**THE TASK:**
Lines in the listing that hold the string "route" need to be tallied, and the total given alone.

**DATA UNDER STUDY:**
---------------
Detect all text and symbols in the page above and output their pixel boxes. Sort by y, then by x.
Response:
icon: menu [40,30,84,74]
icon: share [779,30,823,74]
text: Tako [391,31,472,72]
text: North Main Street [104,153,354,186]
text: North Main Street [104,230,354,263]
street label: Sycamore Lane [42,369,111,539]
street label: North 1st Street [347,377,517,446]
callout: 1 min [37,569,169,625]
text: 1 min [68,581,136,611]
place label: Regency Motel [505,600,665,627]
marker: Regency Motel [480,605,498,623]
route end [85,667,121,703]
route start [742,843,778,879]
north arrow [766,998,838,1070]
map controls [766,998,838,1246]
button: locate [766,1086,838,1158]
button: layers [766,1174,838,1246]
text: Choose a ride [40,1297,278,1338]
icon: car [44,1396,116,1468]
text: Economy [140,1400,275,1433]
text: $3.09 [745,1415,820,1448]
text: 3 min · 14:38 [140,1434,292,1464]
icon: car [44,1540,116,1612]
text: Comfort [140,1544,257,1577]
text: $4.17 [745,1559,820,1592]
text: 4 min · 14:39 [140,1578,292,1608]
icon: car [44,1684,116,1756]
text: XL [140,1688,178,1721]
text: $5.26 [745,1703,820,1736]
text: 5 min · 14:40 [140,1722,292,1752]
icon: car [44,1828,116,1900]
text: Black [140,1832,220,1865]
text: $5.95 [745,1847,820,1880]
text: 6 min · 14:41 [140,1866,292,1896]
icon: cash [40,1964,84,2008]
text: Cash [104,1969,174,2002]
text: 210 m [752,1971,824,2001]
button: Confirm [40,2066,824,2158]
---------------
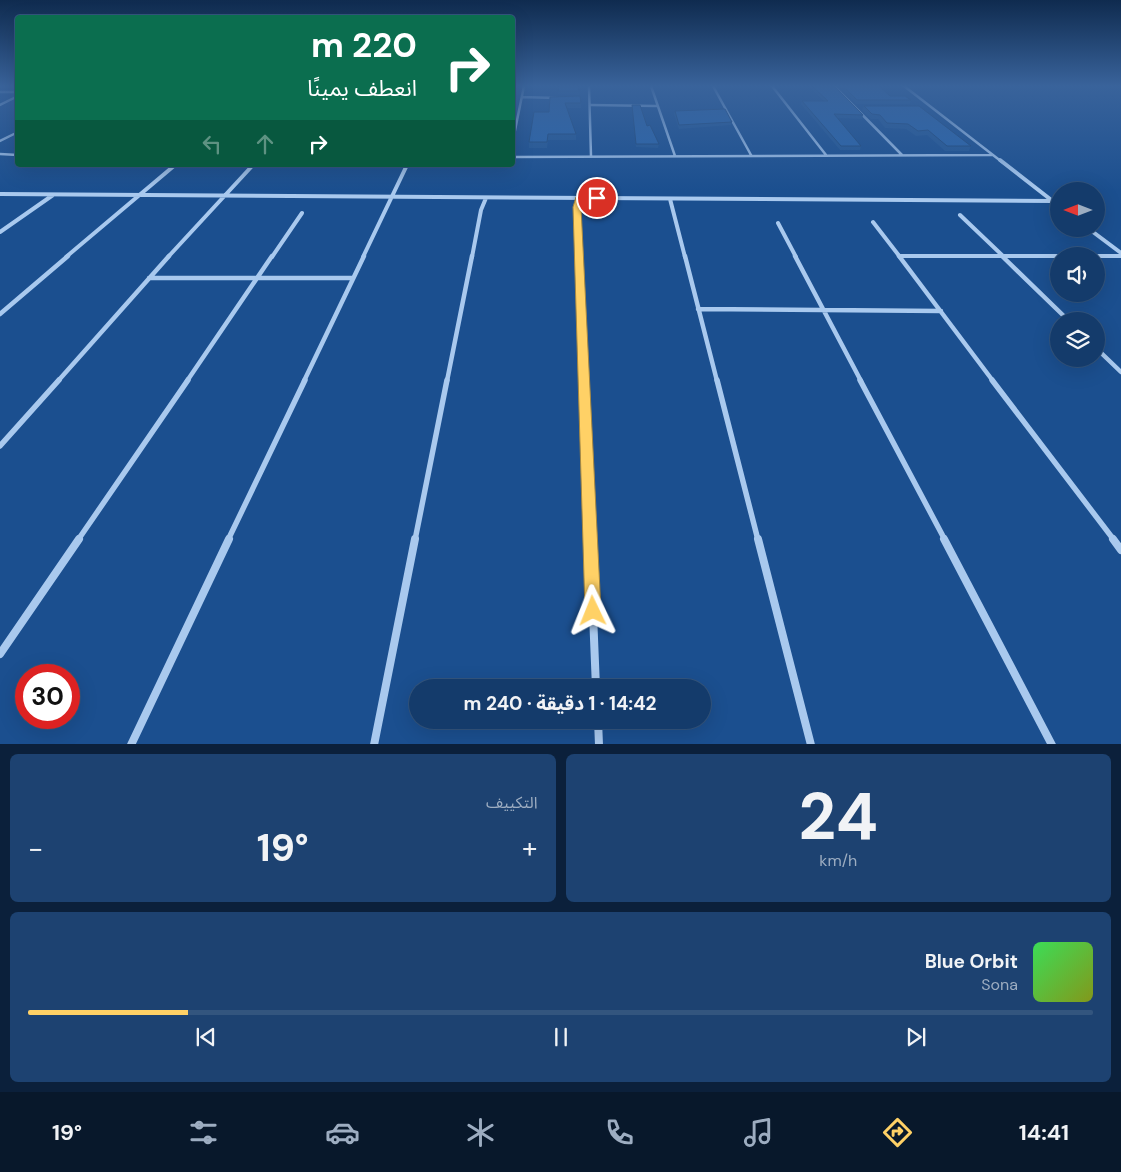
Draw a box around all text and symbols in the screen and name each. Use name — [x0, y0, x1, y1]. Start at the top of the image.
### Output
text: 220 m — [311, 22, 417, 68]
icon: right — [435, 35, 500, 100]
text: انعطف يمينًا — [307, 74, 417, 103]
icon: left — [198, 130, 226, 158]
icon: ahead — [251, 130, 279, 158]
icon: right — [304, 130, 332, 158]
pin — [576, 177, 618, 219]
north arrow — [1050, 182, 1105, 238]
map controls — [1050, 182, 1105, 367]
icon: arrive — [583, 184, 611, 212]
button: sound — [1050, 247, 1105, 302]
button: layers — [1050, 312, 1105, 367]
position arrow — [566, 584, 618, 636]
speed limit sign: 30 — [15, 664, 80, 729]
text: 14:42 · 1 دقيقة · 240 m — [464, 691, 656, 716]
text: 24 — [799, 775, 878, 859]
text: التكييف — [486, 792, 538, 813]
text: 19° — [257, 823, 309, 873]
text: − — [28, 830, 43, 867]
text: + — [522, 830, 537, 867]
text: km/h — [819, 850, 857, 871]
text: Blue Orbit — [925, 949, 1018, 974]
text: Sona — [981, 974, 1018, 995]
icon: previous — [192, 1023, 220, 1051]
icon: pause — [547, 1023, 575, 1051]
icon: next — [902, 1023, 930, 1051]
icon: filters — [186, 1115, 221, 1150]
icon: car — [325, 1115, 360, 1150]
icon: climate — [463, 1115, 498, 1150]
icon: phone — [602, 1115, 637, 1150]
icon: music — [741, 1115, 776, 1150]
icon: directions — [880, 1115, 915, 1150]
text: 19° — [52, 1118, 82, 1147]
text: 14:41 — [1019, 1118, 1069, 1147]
---------------
**SOLUTION FOR THIS TASK:**
2